WORK TASK — Return every line of the data below that includes the string "position".

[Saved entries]
________________________________________
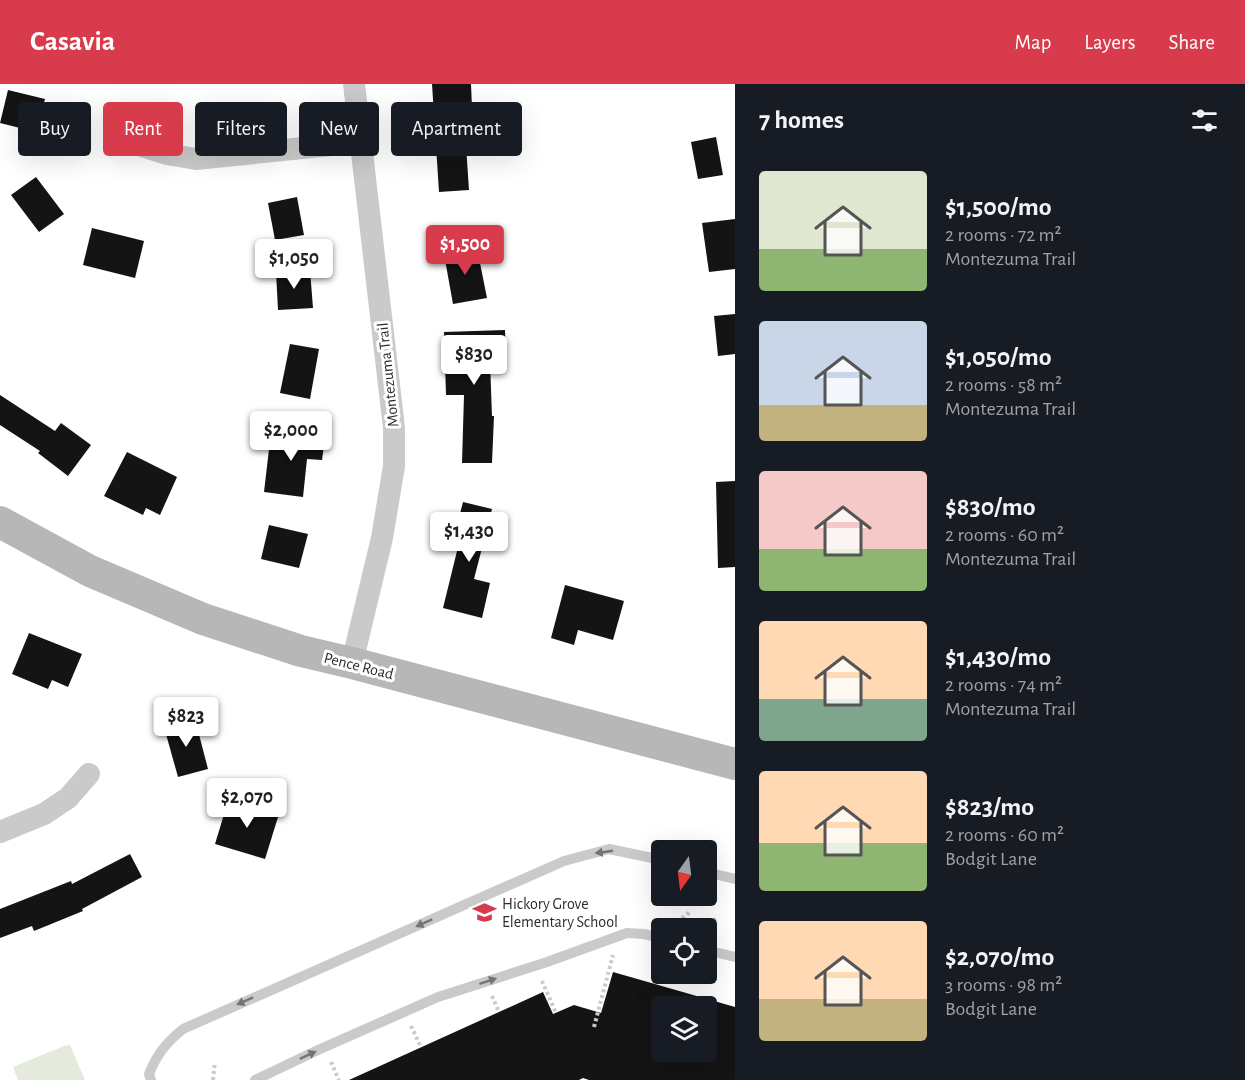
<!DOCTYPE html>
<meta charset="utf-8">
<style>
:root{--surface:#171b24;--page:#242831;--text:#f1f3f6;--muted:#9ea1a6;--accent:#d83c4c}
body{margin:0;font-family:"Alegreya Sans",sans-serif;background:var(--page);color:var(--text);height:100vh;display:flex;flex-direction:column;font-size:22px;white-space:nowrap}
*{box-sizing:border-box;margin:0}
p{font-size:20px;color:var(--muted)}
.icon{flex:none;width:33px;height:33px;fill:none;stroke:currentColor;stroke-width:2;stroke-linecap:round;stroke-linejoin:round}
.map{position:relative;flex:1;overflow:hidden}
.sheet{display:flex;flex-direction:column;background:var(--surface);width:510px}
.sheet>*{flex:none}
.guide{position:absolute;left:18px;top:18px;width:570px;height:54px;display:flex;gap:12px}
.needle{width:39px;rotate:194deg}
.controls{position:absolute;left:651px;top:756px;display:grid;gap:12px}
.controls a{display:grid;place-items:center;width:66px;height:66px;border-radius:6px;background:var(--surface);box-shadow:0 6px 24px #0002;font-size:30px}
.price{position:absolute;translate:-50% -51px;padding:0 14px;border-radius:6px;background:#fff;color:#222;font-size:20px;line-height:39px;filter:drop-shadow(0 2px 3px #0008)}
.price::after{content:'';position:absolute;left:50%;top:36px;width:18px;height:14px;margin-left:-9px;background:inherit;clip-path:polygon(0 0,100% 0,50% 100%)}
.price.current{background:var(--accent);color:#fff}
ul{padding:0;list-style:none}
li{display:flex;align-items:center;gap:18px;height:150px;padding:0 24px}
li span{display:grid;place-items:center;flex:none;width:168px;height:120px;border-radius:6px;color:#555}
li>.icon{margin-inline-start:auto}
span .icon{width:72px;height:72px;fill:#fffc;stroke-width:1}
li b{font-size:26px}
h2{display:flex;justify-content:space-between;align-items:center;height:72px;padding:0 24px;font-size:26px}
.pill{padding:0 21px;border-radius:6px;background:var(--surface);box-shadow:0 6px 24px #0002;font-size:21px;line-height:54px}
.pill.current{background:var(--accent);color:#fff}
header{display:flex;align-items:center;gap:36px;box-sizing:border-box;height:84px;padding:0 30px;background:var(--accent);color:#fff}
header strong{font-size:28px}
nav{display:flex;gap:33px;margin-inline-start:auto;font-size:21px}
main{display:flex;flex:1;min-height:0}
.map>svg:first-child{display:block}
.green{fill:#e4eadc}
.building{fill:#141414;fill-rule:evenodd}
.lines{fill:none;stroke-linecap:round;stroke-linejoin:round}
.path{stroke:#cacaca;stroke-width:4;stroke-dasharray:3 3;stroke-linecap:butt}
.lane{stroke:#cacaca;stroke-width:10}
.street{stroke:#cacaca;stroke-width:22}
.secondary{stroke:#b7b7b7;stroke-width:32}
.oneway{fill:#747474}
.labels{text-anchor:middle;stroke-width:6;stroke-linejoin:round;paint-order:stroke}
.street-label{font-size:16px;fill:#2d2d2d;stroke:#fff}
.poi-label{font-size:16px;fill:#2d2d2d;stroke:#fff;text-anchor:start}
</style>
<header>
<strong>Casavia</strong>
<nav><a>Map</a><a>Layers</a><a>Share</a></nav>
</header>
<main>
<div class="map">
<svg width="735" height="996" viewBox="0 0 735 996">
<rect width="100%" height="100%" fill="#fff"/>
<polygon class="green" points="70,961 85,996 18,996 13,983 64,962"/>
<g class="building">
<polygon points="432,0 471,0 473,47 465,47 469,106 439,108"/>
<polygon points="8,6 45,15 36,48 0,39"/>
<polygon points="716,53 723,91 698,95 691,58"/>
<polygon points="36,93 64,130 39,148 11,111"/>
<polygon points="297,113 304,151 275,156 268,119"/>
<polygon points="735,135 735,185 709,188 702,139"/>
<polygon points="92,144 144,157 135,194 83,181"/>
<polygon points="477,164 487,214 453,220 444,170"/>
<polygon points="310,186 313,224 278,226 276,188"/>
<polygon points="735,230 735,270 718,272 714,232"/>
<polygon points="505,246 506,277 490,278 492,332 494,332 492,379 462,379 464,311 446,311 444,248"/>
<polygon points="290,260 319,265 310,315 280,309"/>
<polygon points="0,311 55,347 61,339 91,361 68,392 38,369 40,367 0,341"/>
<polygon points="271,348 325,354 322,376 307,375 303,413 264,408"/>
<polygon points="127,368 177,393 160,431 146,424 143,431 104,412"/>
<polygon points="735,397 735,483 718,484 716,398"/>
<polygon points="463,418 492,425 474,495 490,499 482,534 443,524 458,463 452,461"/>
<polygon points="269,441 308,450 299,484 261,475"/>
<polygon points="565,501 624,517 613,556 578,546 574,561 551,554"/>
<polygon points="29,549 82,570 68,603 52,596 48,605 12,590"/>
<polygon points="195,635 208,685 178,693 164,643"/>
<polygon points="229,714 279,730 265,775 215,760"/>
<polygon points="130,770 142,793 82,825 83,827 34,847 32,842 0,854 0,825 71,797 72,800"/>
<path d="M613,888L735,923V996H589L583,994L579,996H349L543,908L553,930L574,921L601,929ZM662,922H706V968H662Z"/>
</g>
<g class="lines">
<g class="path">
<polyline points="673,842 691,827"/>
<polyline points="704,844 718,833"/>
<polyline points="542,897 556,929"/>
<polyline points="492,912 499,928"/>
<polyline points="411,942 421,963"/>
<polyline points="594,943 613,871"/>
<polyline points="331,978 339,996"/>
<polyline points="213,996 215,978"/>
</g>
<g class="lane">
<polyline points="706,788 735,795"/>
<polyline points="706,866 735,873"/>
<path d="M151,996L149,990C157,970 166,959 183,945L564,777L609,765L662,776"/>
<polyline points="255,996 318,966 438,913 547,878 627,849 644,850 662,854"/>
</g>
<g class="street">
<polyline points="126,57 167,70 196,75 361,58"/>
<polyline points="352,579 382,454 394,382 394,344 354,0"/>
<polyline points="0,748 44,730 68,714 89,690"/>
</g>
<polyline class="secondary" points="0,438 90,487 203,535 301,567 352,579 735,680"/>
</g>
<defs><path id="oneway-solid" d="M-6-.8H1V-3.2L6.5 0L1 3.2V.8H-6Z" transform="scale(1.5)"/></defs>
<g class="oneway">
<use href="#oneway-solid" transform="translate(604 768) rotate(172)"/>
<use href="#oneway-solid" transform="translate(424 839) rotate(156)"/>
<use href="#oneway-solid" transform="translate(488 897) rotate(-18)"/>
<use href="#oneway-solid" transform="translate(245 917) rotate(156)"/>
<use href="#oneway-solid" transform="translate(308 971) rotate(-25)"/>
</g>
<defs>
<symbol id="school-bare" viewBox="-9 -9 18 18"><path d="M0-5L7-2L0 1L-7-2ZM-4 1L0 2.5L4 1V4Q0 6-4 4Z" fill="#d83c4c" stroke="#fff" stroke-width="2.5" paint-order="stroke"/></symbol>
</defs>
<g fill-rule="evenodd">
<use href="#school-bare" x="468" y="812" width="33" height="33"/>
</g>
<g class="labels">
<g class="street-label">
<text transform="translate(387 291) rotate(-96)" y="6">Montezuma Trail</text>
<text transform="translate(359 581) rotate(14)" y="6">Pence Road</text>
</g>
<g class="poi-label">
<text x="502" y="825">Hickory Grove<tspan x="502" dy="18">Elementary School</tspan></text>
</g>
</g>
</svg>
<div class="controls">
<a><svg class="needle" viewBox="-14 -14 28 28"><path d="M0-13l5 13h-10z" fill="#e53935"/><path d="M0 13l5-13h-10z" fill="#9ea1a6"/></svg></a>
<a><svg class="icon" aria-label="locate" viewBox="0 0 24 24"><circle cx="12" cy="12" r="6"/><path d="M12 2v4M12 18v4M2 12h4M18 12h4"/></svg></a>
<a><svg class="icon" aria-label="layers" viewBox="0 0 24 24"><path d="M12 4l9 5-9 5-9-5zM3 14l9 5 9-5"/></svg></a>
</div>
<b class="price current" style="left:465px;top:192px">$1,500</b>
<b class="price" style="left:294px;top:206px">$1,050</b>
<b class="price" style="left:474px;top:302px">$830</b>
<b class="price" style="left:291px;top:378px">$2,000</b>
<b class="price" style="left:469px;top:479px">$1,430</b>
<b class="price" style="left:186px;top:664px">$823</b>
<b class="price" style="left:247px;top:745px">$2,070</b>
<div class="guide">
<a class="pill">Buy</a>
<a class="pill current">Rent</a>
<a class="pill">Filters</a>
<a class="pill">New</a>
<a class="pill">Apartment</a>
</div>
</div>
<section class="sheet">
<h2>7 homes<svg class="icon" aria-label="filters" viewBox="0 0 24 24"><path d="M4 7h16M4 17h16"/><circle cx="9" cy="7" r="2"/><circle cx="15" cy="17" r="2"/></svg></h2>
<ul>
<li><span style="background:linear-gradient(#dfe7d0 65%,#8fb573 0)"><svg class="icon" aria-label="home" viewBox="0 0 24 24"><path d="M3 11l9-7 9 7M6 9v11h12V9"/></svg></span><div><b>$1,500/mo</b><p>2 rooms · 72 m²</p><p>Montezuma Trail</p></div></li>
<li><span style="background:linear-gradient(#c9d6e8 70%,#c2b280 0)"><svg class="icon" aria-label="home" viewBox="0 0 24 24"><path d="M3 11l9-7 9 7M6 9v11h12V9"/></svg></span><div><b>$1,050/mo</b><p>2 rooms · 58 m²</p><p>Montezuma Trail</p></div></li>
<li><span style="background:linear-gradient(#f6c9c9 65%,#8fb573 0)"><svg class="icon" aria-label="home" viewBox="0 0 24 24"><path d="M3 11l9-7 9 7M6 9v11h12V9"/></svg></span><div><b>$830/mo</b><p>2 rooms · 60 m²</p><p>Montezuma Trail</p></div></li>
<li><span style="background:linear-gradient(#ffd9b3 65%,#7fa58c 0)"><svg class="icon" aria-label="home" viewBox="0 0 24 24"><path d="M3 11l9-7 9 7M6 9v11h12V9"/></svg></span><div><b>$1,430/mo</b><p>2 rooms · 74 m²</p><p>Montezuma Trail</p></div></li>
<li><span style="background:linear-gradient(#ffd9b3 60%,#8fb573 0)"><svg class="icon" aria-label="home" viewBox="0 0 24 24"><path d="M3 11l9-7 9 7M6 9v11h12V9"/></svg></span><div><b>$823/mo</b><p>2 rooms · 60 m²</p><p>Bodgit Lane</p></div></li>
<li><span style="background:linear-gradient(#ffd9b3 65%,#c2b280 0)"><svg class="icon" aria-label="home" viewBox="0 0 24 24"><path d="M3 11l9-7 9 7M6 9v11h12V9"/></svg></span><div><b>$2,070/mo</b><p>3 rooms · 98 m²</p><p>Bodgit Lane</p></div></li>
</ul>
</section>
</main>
________________________________________
COMPLETED EXERCISE —
.map{position:relative;flex:1;overflow:hidden}
.guide{position:absolute;left:18px;top:18px;width:570px;height:54px;display:flex;gap:12px}
.controls{position:absolute;left:651px;top:756px;display:grid;gap:12px}
.price{position:absolute;translate:-50% -51px;padding:0 14px;border-radius:6px;background:#fff;color:#222;font-size:20px;line-height:39px;filter:drop-shadow(0 2px 3px #0008)}
.price::after{content:'';position:absolute;left:50%;top:36px;width:18px;height:14px;margin-left:-9px;background:inherit;clip-path:polygon(0 0,100% 0,50% 100%)}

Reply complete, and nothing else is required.